## THE TASK
Write only the number of lines in the entries that hold the string "Estacionamiento".

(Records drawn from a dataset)
:::::

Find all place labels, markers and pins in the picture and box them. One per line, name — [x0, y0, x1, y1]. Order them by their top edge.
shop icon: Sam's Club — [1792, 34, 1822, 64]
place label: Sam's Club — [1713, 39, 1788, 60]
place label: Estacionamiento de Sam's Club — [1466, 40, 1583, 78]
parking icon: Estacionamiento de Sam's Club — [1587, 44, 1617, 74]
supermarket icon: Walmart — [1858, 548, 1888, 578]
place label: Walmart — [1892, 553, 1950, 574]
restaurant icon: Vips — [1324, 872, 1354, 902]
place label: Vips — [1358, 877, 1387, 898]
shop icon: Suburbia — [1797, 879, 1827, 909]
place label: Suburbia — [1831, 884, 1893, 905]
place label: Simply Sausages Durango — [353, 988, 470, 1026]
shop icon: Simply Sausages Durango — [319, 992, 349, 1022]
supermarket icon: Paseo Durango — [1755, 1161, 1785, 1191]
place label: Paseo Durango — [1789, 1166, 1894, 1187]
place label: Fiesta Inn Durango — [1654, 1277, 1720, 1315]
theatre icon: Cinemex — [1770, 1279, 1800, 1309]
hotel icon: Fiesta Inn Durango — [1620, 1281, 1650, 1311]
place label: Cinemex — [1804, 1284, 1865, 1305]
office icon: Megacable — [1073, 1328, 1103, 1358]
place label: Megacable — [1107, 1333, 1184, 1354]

:::::

## EXERCISE SOLUTION
2